## PROBLEM
Up through the line that contains "Parse the image", retype the entries exactly, beginning at the very first line.

## THE DATA
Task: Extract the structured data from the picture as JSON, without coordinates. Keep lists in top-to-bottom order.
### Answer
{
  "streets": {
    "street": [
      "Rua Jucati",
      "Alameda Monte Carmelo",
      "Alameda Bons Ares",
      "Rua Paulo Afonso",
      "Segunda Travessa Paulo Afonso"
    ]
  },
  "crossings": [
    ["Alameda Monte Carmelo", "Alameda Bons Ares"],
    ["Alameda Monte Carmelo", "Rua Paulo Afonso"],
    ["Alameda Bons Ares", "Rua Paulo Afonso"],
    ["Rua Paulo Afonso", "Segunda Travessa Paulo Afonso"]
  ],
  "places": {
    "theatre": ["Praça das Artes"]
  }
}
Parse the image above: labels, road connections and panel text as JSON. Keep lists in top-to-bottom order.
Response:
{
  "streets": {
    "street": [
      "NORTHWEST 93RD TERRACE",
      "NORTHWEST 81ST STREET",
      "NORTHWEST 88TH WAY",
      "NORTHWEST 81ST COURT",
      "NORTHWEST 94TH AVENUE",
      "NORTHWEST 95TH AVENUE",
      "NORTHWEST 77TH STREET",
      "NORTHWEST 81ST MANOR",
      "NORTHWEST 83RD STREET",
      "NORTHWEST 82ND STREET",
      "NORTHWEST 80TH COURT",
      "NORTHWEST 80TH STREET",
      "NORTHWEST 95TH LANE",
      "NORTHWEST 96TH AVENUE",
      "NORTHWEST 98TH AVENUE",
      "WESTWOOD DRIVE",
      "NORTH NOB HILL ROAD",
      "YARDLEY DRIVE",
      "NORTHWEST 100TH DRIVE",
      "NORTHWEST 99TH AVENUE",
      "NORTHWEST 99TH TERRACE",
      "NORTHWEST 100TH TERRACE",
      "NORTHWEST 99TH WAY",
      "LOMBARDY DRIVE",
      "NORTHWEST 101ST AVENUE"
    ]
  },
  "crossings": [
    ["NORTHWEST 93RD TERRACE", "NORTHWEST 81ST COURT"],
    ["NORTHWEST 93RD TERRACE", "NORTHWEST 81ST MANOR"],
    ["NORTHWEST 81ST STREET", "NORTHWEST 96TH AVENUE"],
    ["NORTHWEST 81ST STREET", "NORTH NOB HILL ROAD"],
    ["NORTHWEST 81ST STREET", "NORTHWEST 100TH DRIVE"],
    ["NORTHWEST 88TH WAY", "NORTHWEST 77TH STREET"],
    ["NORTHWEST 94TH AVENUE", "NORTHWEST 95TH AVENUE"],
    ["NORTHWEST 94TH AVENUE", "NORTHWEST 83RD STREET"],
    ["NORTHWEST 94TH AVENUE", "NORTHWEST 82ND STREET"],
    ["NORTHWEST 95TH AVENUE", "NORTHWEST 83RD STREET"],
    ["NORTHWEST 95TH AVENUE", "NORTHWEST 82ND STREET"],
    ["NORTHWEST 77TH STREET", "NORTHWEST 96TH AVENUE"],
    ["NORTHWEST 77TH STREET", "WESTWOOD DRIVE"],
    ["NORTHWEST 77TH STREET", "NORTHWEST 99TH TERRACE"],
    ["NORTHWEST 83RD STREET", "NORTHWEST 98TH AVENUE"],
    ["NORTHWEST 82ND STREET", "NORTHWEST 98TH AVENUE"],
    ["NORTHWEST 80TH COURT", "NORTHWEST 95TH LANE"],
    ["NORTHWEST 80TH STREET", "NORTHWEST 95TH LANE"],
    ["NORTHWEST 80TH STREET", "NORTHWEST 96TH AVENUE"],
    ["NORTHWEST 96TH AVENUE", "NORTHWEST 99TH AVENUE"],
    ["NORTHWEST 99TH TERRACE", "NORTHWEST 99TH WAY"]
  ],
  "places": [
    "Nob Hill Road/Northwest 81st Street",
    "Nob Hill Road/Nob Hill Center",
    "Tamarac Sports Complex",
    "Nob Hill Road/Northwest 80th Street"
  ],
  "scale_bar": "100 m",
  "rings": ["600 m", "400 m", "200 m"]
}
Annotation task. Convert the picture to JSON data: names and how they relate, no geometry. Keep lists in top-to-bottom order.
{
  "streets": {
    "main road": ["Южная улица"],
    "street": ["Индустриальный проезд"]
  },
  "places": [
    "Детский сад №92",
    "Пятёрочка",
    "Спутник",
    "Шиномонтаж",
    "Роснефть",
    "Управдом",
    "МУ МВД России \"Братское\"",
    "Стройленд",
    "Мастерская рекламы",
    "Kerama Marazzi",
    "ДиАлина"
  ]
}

## OUTPUT FOR THIS EXERCISE
Task: Extract the structured data from the picture as JSON, without coordinates. Keep lists in top-to-bottom order.
### Answer
{
  "streets": {
    "street": [
      "Rua Jucati",
      "Alameda Monte Carmelo",
      "Alameda Bons Ares",
      "Rua Paulo Afonso",
      "Segunda Travessa Paulo Afonso"
    ]
  },
  "crossings": [
    ["Alameda Monte Carmelo", "Alameda Bons Ares"],
    ["Alameda Monte Carmelo", "Rua Paulo Afonso"],
    ["Alameda Bons Ares", "Rua Paulo Afonso"],
    ["Rua Paulo Afonso", "Segunda Travessa Paulo Afonso"]
  ],
  "places": {
    "theatre": ["Praça das Artes"]
  }
}
Parse the image above: labels, road connections and panel text as JSON. Keep lists in top-to-bottom order.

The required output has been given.